Summary Background : 6‐Thioguanine‐nucleotides seem to be the active metabolites of thiopurine therapy, and their monitoring has been considered a useful tool for optimizing response in inflammatory bowel diseases. Tioguanine (thioguanine) therapy results in much higher levels of 6‐thioguanine‐nucleotide levels when compared with azathioprine or mercaptopurine.
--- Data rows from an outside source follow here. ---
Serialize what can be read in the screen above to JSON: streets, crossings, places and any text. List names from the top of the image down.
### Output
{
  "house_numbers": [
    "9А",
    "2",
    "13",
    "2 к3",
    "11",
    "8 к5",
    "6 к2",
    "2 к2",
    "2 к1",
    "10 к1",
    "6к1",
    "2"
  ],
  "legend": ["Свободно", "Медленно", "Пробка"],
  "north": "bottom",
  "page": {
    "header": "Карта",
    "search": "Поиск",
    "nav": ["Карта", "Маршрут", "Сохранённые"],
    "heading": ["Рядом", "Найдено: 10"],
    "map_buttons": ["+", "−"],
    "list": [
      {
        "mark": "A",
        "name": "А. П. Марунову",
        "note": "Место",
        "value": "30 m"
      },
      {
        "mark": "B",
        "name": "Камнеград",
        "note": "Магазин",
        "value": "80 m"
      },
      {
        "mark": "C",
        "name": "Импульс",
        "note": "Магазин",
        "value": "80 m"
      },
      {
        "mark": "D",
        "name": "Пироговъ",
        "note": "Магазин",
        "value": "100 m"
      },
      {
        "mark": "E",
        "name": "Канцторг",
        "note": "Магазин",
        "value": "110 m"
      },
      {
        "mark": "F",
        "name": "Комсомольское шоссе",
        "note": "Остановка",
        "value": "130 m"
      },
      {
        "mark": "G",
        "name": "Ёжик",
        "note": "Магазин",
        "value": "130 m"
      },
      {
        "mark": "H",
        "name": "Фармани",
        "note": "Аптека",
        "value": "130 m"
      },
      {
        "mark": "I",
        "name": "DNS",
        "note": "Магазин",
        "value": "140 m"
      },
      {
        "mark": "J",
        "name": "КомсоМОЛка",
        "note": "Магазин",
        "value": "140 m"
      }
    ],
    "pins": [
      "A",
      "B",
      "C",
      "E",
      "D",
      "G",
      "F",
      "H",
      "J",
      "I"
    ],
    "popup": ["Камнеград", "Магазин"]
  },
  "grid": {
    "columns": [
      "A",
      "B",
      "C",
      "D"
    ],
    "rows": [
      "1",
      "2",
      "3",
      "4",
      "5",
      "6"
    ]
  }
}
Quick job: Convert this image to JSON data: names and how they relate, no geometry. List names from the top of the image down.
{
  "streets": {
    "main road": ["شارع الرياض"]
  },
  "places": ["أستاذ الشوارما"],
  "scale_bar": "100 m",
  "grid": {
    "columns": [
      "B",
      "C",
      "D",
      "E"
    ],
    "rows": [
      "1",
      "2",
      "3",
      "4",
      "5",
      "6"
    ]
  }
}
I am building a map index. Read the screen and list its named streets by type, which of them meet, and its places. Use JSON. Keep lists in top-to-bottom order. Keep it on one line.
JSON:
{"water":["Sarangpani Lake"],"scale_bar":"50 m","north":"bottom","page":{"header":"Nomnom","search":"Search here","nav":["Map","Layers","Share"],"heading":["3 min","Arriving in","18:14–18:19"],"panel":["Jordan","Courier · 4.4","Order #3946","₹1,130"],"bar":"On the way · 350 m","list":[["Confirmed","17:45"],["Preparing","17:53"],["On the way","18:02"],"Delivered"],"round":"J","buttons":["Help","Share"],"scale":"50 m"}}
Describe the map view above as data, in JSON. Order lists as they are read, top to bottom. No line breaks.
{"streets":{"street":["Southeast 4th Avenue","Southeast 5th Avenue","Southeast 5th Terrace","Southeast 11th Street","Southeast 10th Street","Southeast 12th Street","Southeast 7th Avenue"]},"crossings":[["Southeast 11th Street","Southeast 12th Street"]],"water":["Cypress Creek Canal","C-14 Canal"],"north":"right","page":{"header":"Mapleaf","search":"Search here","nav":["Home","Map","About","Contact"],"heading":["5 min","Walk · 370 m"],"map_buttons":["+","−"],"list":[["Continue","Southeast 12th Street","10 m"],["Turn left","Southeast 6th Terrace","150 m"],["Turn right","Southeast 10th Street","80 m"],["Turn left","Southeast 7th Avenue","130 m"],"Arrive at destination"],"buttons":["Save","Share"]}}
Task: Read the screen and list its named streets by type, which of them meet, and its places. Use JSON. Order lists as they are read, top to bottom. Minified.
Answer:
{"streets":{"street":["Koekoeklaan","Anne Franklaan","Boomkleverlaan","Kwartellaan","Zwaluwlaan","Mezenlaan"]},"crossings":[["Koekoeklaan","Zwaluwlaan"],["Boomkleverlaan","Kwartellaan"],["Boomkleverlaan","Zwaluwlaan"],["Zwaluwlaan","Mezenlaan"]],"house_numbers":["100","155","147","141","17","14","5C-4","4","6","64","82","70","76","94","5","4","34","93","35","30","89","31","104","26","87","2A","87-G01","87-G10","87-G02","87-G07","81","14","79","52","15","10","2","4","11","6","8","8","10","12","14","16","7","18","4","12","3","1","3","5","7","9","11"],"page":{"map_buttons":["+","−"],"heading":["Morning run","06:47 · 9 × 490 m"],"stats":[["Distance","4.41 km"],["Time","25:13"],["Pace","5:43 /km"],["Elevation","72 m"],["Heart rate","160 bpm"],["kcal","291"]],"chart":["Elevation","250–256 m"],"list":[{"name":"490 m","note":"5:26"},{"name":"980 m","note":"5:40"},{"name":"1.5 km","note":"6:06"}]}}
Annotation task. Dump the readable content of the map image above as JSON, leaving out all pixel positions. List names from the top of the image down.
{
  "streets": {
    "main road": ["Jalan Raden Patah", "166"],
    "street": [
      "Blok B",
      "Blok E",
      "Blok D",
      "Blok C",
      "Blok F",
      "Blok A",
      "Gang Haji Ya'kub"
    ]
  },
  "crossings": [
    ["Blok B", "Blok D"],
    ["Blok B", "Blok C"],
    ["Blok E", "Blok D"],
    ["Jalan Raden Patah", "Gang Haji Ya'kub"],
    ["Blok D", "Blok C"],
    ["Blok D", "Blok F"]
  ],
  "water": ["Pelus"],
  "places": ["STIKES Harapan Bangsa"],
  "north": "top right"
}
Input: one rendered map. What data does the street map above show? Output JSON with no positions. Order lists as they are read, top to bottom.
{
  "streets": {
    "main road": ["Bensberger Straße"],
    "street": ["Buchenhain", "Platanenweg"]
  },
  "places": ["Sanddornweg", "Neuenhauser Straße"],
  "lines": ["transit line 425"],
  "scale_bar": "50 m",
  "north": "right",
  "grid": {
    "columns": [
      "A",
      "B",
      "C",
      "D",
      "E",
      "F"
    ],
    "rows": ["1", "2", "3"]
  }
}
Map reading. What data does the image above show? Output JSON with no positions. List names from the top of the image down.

Aim : To elucidate the influence of 6‐thioguanine‐nucleotide and methylated 6‐thioguanine‐nucleotide levels under tioguanine on efficacy and toxicity in Crohn's disease. Methods : 6‐Thioguanine‐nucleotide and methylated 6‐tioguanine‐nucleotide levels were measured regularly in 26 Crohn's disease patients treated with tioguanine. Nucleotide levels were related to efficacy and toxicity. Results : 6‐Thioguanine‐nucleotide levels rose very high [median 1241 pmol/8 × 10 8 red blood cells (range 313–1853)]. Methylated 6‐thioguanine‐nucleotide levels were detected in all patients [491 pmol/8 × 10 8 red blood cells (154–1775)]. 6‐Thioguanine‐nucleotide and methylated 6‐thioguanine‐nucleotide concentrations correlated significantly ( r  = 0.7, P  < 0.0001). Nucleotide levels from patients achieving remission ( n  = 14) did not differ significantly from non‐remitters ( n  = 12) [6‐thioguanine‐nucleotide: 1077 (599–2160) vs. 1210 (534–4665); methylated 6‐thioguanine‐nucleotide: 510 (214–1222) vs. 421 (145–1284)]. One patient with intermediate thiopurine S‐methyltransferase activity experienced bone marrow toxicity upon dose escalation parallel with excessively high thioguanine‐nucleotide levels. Conclusions : 6‐Thioguanine‐nucleotide as well as methylated 6‐thioguanine‐nucleotide levels under tioguanine therapy were not related to efficacy. This suggests that monitoring of 6‐thioguanine‐nucleotide levels is not a useful tool to predict response to thiopurines.